== TASK DIRECTIONS ==
Your answer must be the data repeated exactly, with no pictures in it.

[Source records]
::::::::

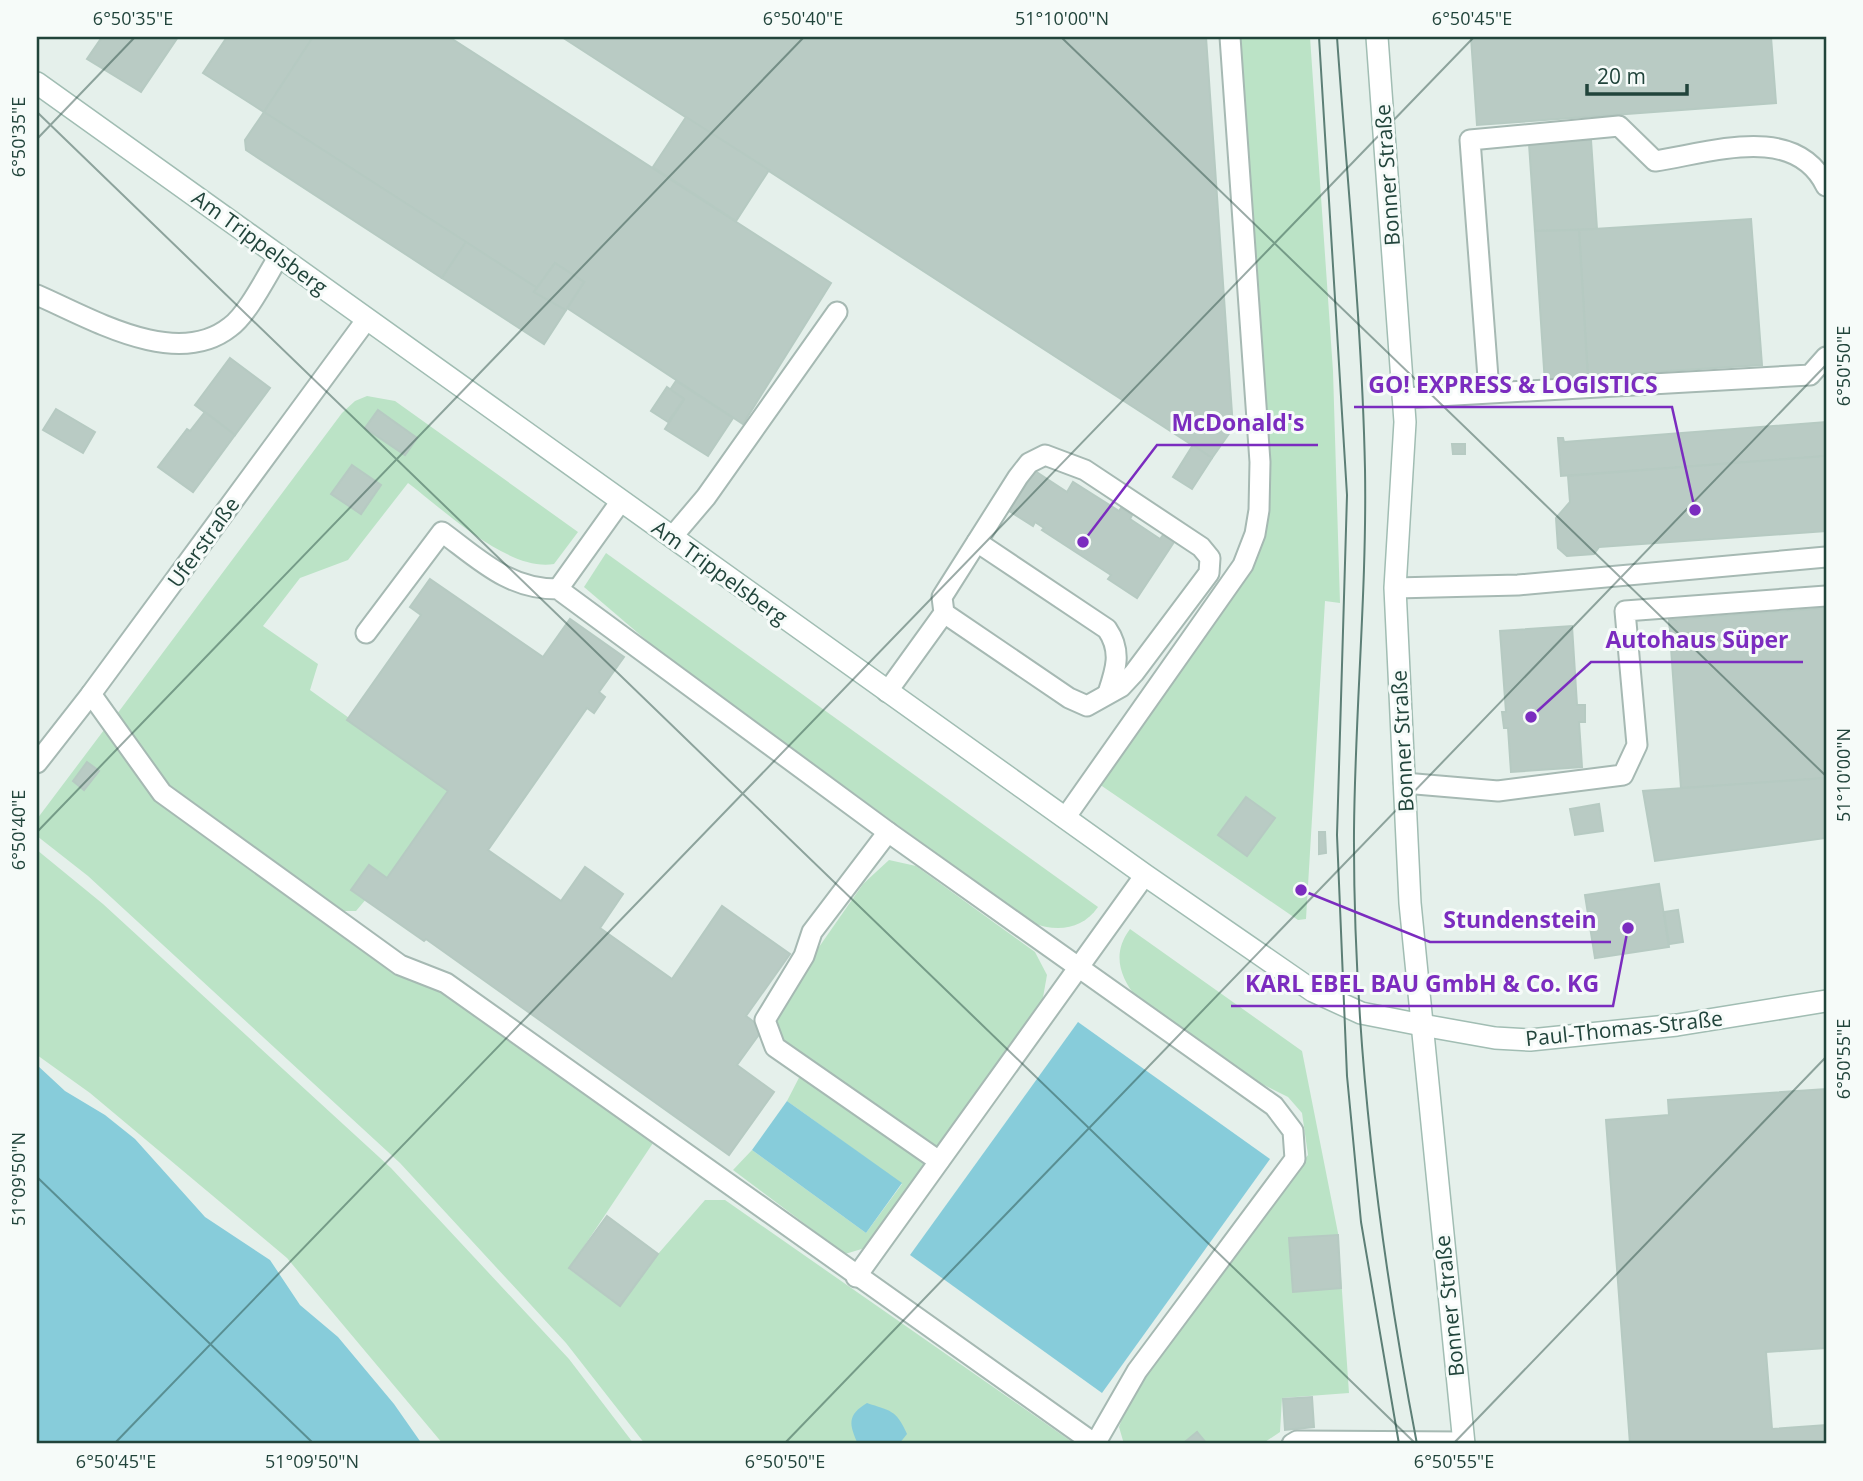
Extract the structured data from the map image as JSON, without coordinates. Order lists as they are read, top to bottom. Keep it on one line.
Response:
{"streets":{"main road":["Bonner Straße","Am Trippelsberg","Paul-Thomas-Straße"],"lane":["Uferstraße"]},"crossings":[["Bonner Straße","Am Trippelsberg"],["Bonner Straße","Paul-Thomas-Straße"],["Am Trippelsberg","Uferstraße"],["Am Trippelsberg","Paul-Thomas-Straße"]],"places":["GO! EXPRESS & LOGISTICS","McDonald's","Autohaus Süper","Stundenstein","KARL EBEL BAU GmbH & Co. KG"],"scale_bar":"20 m","coordinates":["6°50'35\"E","6°50'40\"E","51°10'00\"N","6°50'45\"E","6°50'50\"E","6°50'55\"E","51°09'50\"N"]}
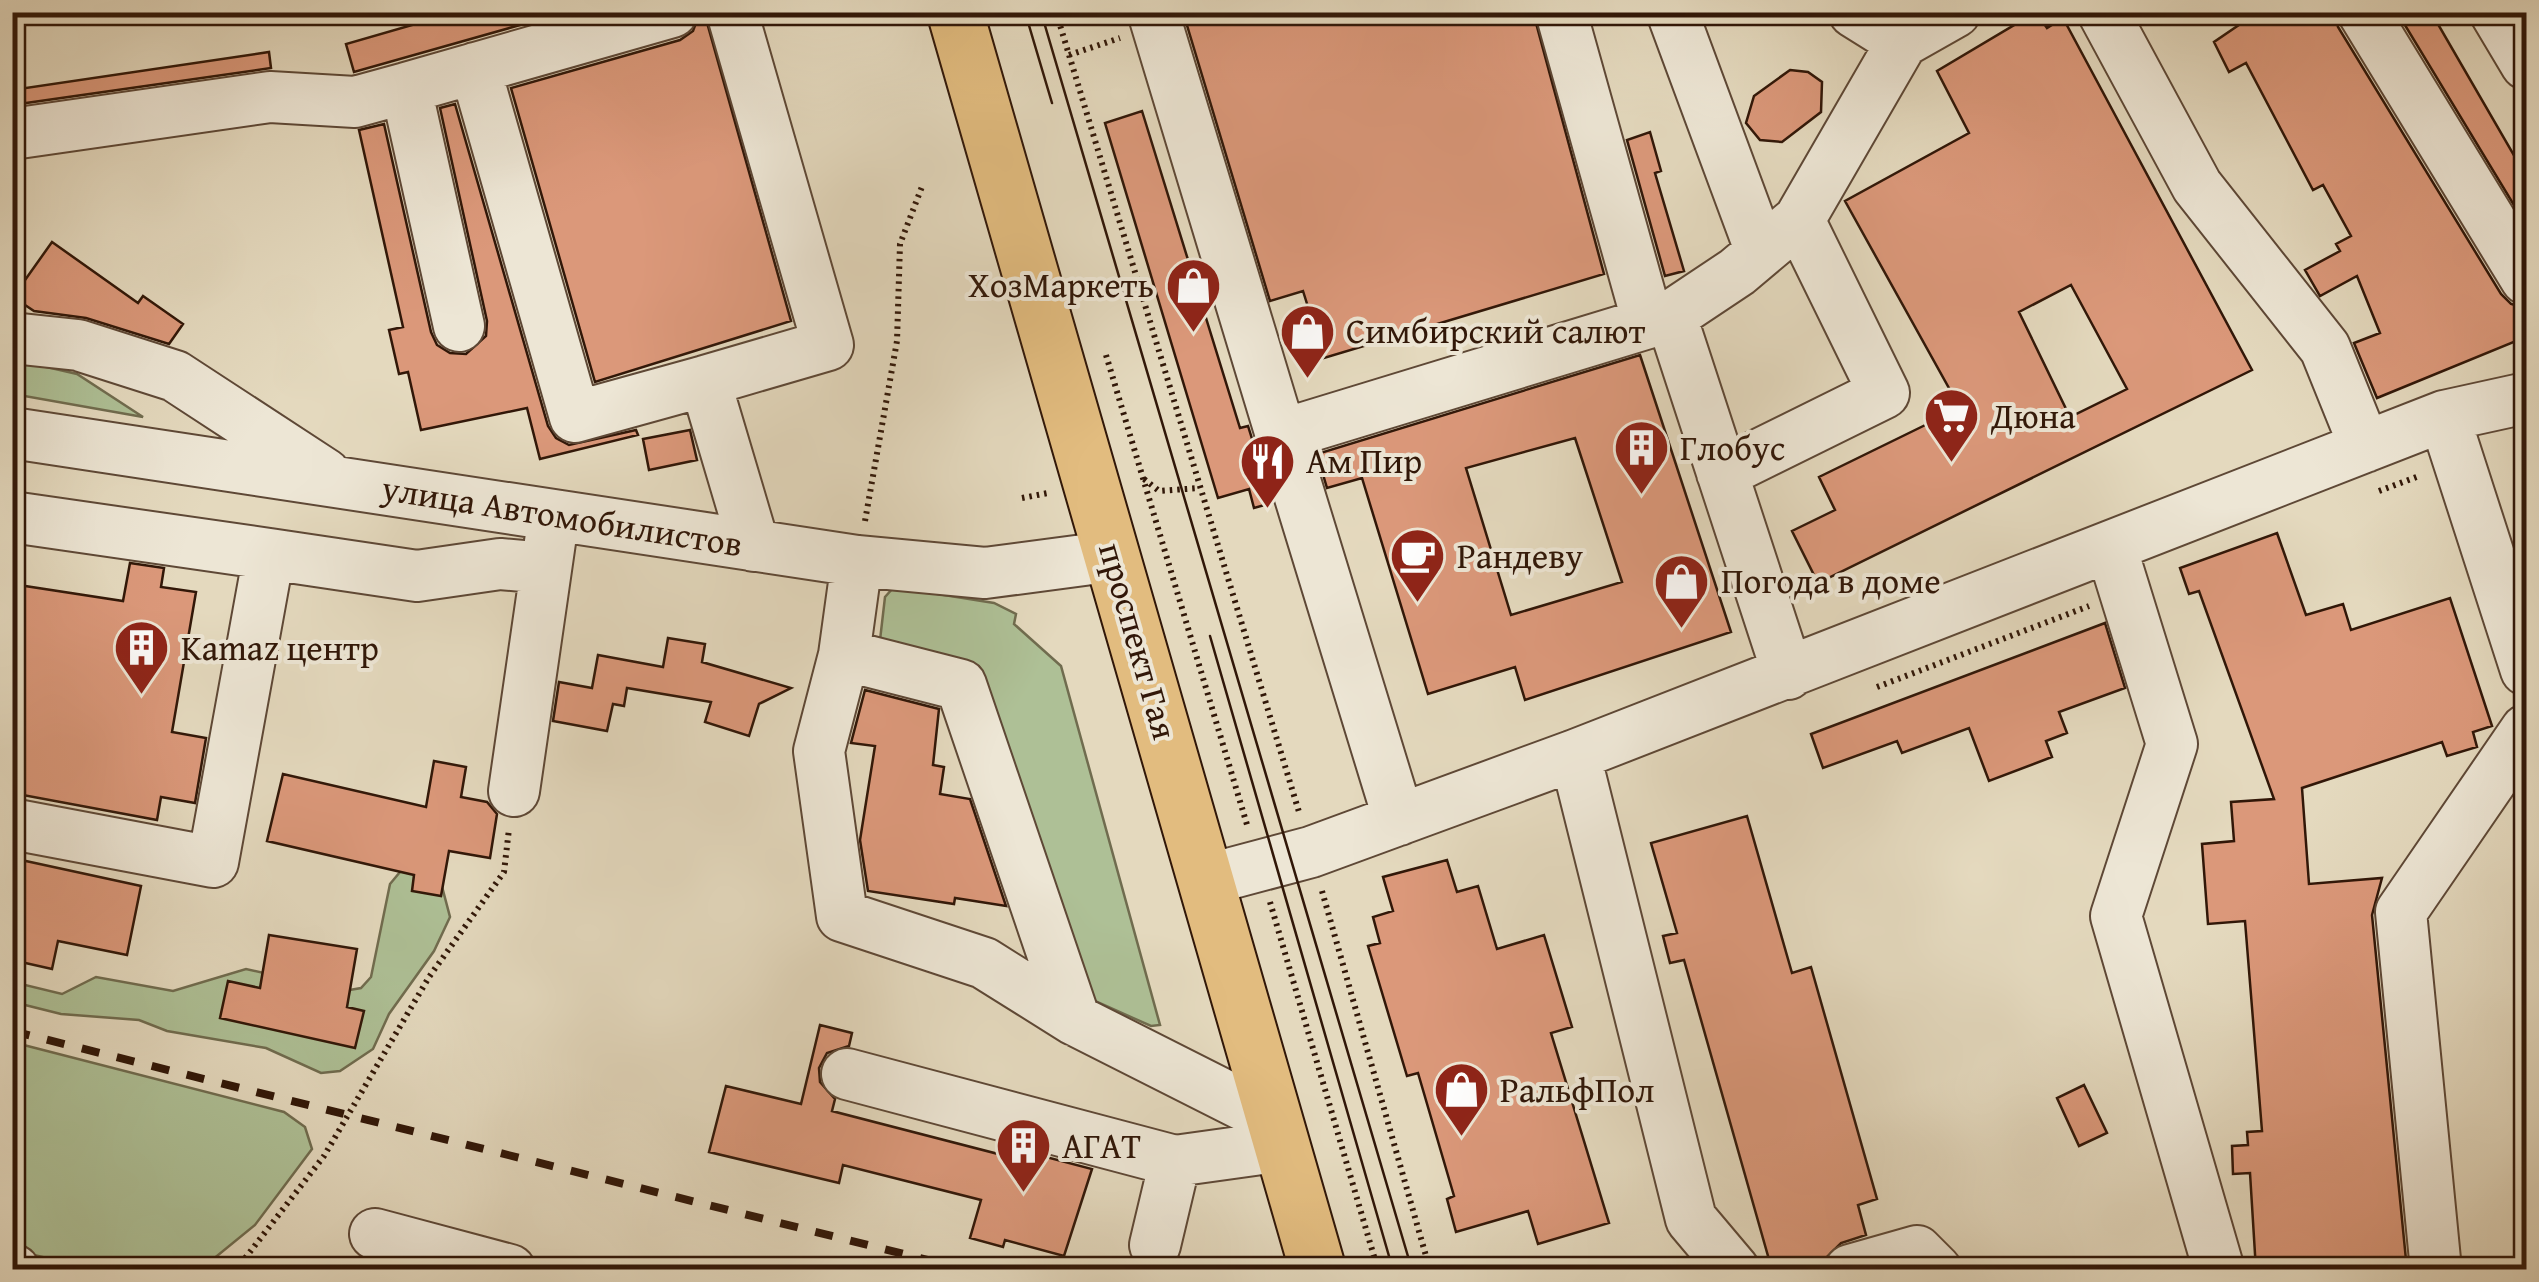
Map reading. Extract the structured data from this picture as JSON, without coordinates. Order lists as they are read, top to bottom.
{
  "streets": {
    "main road": ["проспект Гая"],
    "street": ["улица Автомобилистов"]
  },
  "crossings": [
    ["улица Автомобилистов", "проспект Гая"]
  ],
  "places": {
    "shop": [
      "ХозМаркеть",
      "Симбирский салют",
      "Погода в доме",
      "РальфПол"
    ],
    "supermarket": ["Дюна"],
    "building": ["Глобус", "Kamaz центр", "АГАТ"],
    "restaurant": ["Ам Пир"],
    "cafe": ["Рандеву"]
  }
}
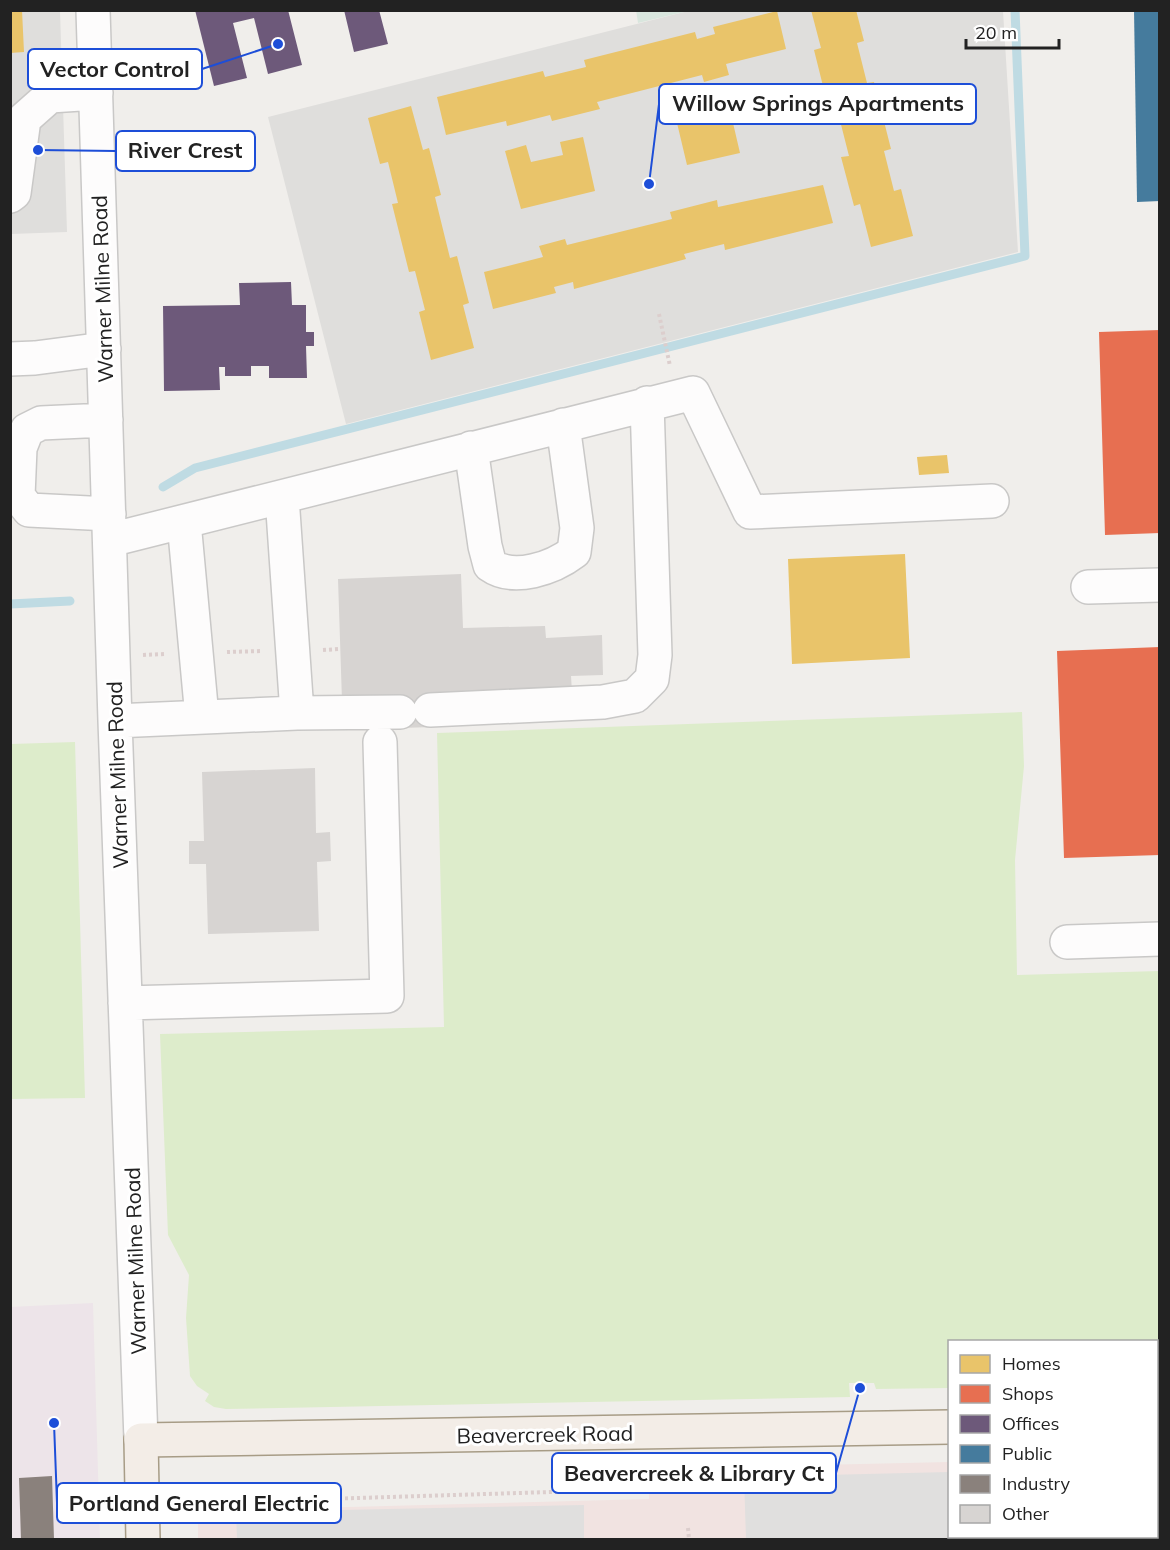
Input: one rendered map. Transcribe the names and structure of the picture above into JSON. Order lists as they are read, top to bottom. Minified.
{"streets":{"main road":["Warner Milne Road","Beavercreek Road"]},"crossings":[["Warner Milne Road","Beavercreek Road"]],"places":["Vector Control","River Crest","Willow Springs Apartments","Beavercreek & Library Ct","Portland General Electric"],"legend":["Homes","Shops","Offices","Public","Industry","Other"],"scale_bar":"20 m"}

::::::::

== FINISHED TASK ==
Extract the structured data from the map image as JSON, without coordinates. Order lists as they are read, top to bottom. Keep it on one line.
Response:
{"streets":{"main road":["Bonner Straße","Am Trippelsberg","Paul-Thomas-Straße"],"lane":["Uferstraße"]},"crossings":[["Bonner Straße","Am Trippelsberg"],["Bonner Straße","Paul-Thomas-Straße"],["Am Trippelsberg","Uferstraße"],["Am Trippelsberg","Paul-Thomas-Straße"]],"places":["GO! EXPRESS & LOGISTICS","McDonald's","Autohaus Süper","Stundenstein","KARL EBEL BAU GmbH & Co. KG"],"scale_bar":"20 m","coordinates":["6°50'35\"E","6°50'40\"E","51°10'00\"N","6°50'45\"E","6°50'50\"E","6°50'55\"E","51°09'50\"N"]}
Map reading. Extract the structured data from this picture as JSON, without coordinates. Order lists as they are read, top to bottom.
{
  "streets": {
    "main road": ["проспект Гая"],
    "street": ["улица Автомобилистов"]
  },
  "crossings": [
    ["улица Автомобилистов", "проспект Гая"]
  ],
  "places": {
    "shop": [
      "ХозМаркеть",
      "Симбирский салют",
      "Погода в доме",
      "РальфПол"
    ],
    "supermarket": ["Дюна"],
    "building": ["Глобус", "Kamaz центр", "АГАТ"],
    "restaurant": ["Ам Пир"],
    "cafe": ["Рандеву"]
  }
}
Input: one rendered map. Transcribe the names and structure of the picture above into JSON. Order lists as they are read, top to bottom. Minified.
{"streets":{"main road":["Warner Milne Road","Beavercreek Road"]},"crossings":[["Warner Milne Road","Beavercreek Road"]],"places":["Vector Control","River Crest","Willow Springs Apartments","Beavercreek & Library Ct","Portland General Electric"],"legend":["Homes","Shops","Offices","Public","Industry","Other"],"scale_bar":"20 m"}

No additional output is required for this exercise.